[Collected data]
━━━━━━━━━━

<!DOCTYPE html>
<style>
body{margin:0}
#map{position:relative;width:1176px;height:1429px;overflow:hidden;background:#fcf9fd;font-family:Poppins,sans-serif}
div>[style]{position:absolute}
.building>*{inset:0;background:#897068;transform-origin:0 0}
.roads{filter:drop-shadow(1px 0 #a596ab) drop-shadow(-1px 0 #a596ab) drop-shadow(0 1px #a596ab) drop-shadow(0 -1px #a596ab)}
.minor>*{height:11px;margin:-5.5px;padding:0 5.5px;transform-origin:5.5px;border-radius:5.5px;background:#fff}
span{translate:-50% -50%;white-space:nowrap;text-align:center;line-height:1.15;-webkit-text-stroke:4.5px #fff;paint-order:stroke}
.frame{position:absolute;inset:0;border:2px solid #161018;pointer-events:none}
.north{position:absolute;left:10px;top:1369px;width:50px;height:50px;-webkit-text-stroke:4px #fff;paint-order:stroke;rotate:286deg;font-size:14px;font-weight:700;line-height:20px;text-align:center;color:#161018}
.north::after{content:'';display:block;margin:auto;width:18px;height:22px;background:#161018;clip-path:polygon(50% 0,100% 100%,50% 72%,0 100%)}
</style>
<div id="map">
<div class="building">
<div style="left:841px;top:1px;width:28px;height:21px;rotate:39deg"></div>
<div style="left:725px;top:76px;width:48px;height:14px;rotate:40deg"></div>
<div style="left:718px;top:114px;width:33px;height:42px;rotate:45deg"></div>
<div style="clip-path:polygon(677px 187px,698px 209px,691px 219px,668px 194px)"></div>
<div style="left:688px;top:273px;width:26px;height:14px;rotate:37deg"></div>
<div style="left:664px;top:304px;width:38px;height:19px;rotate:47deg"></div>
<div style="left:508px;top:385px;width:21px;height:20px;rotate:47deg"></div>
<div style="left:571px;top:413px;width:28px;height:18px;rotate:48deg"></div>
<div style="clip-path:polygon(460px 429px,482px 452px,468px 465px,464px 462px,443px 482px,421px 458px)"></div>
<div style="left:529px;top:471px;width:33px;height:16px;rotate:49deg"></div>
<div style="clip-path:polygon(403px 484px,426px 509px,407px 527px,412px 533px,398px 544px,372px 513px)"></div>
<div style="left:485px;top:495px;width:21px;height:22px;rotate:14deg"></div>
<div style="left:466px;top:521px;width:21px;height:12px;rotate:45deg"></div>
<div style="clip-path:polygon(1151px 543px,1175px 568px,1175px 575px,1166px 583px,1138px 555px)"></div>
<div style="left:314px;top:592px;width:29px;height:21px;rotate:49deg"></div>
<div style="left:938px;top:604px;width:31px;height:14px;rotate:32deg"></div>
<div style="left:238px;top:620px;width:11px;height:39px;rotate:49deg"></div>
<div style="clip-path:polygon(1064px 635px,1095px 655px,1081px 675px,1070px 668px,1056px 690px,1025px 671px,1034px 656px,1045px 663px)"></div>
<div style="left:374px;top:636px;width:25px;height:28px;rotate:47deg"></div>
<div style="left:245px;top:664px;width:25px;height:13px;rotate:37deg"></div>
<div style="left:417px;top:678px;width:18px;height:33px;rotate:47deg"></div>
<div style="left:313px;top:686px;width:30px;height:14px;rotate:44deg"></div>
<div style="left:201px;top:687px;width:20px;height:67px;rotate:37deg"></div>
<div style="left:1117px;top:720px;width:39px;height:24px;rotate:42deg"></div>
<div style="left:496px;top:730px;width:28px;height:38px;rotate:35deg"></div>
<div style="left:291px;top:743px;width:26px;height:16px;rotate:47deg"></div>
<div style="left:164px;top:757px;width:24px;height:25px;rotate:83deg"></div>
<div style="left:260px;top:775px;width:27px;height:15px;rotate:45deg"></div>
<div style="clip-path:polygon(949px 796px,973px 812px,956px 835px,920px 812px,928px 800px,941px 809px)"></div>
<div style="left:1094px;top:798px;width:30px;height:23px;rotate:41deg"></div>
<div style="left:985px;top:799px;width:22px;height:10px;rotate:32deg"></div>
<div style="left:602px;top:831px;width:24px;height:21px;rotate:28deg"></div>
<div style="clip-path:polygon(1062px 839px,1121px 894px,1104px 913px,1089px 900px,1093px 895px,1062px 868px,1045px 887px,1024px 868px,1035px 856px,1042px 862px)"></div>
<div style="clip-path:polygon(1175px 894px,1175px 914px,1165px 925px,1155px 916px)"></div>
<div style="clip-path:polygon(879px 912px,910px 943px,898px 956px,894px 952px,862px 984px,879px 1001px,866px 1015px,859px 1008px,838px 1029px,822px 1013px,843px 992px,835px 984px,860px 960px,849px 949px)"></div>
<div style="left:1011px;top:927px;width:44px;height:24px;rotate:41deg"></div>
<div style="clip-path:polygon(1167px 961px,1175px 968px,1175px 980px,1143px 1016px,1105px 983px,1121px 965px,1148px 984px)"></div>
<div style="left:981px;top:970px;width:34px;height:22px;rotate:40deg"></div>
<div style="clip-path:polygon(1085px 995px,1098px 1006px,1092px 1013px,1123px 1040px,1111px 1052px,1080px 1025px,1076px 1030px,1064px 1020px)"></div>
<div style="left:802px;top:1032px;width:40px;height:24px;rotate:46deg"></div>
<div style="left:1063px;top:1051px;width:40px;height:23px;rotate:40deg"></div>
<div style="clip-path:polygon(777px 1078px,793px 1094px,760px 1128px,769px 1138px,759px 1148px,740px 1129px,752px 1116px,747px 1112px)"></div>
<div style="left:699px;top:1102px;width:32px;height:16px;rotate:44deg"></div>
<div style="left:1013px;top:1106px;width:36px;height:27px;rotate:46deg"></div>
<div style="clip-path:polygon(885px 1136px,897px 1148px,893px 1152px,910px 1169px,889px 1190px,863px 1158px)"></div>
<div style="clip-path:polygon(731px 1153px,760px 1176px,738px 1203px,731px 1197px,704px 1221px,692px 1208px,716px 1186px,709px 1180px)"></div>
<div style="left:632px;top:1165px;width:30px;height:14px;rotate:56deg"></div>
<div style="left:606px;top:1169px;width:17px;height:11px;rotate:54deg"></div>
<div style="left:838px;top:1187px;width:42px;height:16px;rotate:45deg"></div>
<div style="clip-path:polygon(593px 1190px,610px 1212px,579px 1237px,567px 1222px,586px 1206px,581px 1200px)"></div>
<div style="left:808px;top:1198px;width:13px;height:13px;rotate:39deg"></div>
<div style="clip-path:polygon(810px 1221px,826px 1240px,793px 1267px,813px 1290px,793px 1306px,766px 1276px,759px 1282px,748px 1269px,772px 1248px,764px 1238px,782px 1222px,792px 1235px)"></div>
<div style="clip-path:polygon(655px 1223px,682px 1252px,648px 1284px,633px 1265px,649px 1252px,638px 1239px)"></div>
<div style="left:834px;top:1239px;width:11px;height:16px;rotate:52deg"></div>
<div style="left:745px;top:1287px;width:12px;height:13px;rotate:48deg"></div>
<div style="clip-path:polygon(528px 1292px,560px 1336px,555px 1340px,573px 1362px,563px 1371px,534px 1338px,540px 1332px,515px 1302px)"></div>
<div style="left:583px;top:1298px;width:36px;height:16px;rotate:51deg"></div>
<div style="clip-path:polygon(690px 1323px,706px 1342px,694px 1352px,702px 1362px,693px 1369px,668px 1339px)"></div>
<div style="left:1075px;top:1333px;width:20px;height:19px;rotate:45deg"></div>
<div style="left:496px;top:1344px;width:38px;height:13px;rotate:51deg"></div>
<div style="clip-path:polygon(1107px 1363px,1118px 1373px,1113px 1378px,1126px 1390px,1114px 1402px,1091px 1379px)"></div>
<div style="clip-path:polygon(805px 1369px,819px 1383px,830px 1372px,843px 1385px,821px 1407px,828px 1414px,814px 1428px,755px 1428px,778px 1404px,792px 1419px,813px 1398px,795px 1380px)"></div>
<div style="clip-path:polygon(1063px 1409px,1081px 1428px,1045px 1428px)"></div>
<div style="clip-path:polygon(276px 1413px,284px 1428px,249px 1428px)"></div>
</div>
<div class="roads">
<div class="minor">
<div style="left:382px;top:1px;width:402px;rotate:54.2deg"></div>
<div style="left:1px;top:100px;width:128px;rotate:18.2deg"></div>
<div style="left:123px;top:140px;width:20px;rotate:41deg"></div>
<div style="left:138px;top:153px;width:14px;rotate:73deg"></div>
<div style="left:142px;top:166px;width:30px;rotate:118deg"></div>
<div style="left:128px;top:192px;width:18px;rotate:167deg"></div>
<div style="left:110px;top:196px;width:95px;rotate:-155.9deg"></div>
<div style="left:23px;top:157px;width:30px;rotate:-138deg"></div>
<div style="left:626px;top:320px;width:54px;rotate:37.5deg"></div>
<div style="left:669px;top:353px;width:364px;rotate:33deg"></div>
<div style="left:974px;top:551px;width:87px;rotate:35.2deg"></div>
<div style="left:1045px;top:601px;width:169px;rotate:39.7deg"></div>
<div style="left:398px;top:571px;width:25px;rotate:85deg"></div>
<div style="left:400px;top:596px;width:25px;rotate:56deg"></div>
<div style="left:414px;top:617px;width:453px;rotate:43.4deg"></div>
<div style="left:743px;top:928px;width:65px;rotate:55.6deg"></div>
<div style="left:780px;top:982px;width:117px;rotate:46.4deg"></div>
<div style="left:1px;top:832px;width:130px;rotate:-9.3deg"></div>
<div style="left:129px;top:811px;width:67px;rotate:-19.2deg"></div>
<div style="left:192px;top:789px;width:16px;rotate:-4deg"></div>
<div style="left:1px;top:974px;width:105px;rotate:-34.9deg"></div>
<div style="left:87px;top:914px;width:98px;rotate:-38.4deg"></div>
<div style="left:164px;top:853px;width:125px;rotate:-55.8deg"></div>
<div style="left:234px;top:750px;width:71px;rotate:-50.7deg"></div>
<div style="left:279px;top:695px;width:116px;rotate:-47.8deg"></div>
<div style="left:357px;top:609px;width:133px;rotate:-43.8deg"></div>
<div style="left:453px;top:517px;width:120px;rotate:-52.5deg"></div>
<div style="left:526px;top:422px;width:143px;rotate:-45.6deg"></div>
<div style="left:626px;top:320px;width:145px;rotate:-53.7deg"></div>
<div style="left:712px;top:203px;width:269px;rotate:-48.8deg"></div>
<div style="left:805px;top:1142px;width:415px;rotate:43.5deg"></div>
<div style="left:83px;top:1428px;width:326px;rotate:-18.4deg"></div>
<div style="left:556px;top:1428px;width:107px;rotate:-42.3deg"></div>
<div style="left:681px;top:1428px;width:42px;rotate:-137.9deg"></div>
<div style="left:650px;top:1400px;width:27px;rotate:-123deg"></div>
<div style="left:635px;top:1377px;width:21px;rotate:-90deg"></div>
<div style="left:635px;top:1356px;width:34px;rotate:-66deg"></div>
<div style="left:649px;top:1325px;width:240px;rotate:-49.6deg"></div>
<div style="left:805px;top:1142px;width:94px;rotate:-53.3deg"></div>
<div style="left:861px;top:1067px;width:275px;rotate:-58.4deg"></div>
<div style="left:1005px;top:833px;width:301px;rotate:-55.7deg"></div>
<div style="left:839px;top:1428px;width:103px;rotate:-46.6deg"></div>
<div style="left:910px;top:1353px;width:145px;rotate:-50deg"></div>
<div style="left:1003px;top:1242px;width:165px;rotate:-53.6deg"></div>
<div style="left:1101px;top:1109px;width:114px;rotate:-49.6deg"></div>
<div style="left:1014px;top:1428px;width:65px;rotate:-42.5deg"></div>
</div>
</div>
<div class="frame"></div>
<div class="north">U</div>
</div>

━━━━━━━━━━

Task instructions:
Your answer must be the lines above, unchanged, from the first one through the line that holds "0 #a596ab) drop-shadow(-1px", inclusive, and no others.

Task result:
<!DOCTYPE html>
<style>
body{margin:0}
#map{position:relative;width:1176px;height:1429px;overflow:hidden;background:#fcf9fd;font-family:Poppins,sans-serif}
div>[style]{position:absolute}
.building>*{inset:0;background:#897068;transform-origin:0 0}
.roads{filter:drop-shadow(1px 0 #a596ab) drop-shadow(-1px 0 #a596ab) drop-shadow(0 1px #a596ab) drop-shadow(0 -1px #a596ab)}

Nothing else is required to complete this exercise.